Thanks for the kind comments. I hope getting the car back home will reinvigorate me. However I’m torn between installing the 360 I built years ago and never ran as opposed to stroking it first. I loved the stock 340 and this version has: more gear; 3:55 posi vs open 3.23. More cam; purple shaft 2992 with 238, 238 at .50, 474, 474 lift; 60 deg overlap and 110 centerline; air gap intake, home ported heads (j casting with 2.02 intake and hardened seats), headers and probably bigger carb. Also that gets me on the road quicker. If I install the 360 as is I have a 340 block and stock externals for a later build in addition to an early 318. At this time I’m leaning to throw the 360 in. What do you guys say? I’m not building it to race but will try it out on the strip for fun and to compare my earlier day’s running the stock 340.
 
Last edited:
I would install the 360 as-is for now and see how it runs. Get to know it. You invested time and money to get it together, reap the reward. If later you want more, go for a stroker. Just my opinion.
 
Thanks Mpgmike. That’s most likely what I will do.
 
I would install the 360 as-is for now and see how it runs. Get to know it. You invested time and money to get it together, reap the reward. If later you want more, go for a stroker. Just my opinion.

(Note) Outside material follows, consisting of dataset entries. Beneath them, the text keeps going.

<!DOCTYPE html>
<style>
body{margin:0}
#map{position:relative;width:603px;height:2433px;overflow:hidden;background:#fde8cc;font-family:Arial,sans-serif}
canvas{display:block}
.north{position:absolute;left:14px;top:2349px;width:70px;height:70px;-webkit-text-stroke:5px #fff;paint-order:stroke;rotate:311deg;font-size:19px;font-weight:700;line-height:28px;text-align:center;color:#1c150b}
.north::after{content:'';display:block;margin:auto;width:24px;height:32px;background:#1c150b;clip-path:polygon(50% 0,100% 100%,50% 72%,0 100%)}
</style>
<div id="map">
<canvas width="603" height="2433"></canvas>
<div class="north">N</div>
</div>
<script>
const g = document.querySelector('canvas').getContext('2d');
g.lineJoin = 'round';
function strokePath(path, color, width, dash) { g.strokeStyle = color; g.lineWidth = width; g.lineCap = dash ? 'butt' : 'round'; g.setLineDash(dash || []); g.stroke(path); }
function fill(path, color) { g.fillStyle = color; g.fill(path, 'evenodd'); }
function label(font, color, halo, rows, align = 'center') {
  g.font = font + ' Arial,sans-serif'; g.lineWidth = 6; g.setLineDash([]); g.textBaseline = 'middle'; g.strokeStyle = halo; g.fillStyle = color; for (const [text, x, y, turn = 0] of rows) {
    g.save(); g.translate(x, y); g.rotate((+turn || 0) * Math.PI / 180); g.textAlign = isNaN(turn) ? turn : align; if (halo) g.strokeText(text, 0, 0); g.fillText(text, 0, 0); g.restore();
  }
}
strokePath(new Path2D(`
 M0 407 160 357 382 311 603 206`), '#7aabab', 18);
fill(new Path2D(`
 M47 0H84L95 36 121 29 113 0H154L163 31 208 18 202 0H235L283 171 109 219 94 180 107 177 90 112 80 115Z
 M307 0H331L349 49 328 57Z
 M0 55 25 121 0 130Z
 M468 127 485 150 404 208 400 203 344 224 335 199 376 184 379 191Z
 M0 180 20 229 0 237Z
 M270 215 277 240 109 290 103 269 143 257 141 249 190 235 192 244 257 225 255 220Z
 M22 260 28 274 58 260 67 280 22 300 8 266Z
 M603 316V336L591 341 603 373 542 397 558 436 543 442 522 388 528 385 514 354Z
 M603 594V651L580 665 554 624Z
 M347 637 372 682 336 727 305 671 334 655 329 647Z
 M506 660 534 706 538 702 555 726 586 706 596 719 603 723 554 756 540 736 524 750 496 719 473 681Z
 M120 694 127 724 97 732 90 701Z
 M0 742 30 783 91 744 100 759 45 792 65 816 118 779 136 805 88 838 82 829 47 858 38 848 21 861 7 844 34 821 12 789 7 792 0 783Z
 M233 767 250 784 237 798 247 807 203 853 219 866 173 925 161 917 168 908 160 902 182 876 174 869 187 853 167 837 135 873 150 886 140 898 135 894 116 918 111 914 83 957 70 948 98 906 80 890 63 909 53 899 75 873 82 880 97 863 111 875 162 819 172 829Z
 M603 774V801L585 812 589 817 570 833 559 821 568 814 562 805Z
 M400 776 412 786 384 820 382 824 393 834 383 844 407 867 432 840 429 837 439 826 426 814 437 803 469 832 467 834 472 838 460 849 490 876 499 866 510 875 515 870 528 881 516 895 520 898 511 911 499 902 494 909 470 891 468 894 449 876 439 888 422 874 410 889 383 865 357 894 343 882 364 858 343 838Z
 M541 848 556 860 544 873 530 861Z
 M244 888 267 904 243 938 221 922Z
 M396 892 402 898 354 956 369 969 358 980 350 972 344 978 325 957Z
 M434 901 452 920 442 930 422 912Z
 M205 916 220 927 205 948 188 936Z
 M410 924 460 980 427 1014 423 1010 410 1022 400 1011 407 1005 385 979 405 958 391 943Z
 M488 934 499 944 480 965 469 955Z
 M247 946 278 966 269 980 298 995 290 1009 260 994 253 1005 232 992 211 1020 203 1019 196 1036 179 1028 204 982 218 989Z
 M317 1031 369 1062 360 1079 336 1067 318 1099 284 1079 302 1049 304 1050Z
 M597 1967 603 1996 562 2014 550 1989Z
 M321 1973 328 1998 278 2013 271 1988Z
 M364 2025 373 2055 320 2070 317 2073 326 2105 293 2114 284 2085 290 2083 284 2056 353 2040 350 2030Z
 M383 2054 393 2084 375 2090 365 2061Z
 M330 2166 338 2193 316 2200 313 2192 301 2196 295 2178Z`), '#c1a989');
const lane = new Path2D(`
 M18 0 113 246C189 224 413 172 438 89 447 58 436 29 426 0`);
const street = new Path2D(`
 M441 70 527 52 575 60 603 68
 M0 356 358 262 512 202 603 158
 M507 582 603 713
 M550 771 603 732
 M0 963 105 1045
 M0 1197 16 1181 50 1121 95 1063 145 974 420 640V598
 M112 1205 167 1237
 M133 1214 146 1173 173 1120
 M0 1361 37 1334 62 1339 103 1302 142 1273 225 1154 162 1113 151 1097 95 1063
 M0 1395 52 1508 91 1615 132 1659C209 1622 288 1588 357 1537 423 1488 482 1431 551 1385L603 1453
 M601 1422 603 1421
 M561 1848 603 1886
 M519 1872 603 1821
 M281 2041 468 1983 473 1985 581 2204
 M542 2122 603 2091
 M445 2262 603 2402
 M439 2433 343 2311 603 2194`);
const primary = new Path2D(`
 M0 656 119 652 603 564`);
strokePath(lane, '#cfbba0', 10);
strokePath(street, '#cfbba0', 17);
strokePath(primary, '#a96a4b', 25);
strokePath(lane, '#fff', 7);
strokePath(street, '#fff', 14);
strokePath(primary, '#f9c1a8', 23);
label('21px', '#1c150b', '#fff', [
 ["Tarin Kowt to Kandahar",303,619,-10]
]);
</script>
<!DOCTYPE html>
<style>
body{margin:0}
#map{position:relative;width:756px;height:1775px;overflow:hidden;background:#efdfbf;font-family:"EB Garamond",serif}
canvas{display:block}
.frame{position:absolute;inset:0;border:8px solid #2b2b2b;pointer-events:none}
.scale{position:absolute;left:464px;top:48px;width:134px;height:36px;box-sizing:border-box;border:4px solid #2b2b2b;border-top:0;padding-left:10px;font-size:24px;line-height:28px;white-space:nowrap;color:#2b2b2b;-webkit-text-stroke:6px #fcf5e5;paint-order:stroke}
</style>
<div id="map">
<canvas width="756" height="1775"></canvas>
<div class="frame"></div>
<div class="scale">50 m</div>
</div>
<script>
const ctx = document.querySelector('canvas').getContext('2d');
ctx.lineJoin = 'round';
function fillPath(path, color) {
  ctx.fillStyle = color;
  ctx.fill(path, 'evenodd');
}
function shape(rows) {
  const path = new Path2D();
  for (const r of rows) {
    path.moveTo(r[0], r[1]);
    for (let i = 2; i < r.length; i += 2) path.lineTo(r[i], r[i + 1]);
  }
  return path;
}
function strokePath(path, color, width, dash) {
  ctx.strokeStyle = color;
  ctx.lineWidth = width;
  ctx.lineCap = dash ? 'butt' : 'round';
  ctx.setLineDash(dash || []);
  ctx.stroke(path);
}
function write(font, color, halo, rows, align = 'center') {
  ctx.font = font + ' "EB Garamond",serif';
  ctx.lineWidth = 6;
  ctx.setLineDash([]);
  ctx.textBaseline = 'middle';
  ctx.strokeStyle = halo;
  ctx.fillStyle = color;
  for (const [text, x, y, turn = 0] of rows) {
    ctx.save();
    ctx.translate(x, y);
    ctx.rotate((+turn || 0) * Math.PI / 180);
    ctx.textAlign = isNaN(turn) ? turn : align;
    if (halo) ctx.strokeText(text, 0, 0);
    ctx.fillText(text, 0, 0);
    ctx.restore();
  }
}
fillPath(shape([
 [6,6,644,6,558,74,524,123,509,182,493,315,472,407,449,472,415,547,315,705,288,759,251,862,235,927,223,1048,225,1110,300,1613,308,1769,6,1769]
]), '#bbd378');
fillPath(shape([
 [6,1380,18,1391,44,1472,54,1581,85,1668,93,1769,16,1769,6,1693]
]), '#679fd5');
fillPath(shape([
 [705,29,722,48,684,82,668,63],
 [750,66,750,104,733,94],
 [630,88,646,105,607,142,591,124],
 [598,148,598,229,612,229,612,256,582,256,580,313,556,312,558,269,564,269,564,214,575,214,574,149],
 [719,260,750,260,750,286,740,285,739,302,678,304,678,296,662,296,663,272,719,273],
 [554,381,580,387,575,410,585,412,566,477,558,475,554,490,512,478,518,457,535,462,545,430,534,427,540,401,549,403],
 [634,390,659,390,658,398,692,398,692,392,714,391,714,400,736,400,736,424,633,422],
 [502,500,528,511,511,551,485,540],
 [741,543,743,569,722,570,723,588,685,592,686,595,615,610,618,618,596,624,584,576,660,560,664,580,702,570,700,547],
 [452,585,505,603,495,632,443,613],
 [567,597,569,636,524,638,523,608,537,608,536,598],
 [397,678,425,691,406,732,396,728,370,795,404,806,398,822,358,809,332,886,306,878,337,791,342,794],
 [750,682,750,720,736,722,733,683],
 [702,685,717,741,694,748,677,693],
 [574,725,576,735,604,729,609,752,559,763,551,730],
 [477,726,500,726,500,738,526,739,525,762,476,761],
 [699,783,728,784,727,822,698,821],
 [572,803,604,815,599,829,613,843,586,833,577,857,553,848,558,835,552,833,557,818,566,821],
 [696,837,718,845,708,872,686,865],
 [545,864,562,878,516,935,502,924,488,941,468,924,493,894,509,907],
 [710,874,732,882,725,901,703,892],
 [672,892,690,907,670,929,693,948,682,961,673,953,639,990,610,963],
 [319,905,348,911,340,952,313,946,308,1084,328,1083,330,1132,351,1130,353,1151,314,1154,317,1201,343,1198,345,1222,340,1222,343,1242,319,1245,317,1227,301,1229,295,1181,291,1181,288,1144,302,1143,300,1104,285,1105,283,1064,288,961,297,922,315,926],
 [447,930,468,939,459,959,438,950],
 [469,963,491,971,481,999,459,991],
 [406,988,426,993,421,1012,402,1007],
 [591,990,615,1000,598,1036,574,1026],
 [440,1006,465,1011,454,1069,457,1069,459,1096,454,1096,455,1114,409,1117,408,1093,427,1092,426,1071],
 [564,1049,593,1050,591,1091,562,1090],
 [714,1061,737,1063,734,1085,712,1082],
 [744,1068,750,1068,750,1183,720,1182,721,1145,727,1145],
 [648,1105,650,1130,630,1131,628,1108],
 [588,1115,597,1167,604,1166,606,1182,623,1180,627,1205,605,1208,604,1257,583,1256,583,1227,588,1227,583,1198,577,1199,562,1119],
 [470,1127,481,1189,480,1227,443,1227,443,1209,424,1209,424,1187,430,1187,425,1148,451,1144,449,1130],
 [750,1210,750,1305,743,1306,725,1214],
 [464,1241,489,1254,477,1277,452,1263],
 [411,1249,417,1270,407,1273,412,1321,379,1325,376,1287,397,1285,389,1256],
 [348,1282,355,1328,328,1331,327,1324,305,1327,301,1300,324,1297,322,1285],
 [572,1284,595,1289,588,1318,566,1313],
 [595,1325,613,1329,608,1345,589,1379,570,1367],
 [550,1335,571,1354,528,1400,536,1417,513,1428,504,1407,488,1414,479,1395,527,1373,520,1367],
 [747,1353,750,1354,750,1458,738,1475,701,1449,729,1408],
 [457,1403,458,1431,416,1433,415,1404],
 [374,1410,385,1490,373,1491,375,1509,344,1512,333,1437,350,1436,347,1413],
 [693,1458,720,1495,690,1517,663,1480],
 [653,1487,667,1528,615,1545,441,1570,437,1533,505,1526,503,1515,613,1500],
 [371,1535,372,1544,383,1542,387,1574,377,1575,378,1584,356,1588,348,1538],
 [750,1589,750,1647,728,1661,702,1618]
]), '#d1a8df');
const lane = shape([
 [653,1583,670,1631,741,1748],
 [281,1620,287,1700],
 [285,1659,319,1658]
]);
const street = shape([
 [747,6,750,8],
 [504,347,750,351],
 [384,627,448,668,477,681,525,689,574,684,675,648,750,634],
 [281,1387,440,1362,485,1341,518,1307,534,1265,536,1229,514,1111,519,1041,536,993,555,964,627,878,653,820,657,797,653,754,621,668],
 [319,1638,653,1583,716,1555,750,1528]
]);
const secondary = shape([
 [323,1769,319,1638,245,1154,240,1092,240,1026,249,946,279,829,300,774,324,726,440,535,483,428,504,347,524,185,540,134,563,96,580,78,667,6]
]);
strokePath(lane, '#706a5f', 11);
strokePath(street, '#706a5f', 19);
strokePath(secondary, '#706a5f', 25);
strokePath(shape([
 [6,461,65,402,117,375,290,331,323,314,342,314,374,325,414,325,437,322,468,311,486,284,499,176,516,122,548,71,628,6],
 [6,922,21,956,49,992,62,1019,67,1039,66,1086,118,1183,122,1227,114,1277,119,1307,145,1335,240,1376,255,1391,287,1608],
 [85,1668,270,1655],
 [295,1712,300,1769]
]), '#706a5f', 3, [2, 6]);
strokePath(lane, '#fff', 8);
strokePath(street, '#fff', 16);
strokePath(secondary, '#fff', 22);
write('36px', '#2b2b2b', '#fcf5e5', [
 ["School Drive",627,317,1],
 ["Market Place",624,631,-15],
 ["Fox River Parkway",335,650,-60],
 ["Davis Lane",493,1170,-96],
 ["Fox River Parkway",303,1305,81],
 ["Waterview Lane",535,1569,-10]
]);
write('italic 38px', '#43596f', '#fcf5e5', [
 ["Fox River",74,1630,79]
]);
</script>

agreed, if you do find more power is needed then at least you can still enjoy the car while you build a stroker in another block.
neil.
 
Agreed Mygasser; the ultimate plan is sometime before God calls me home to return it to stock for my three grandsons. Meanwhile I need to work out that four speed while my legs can still sidestep the clutch.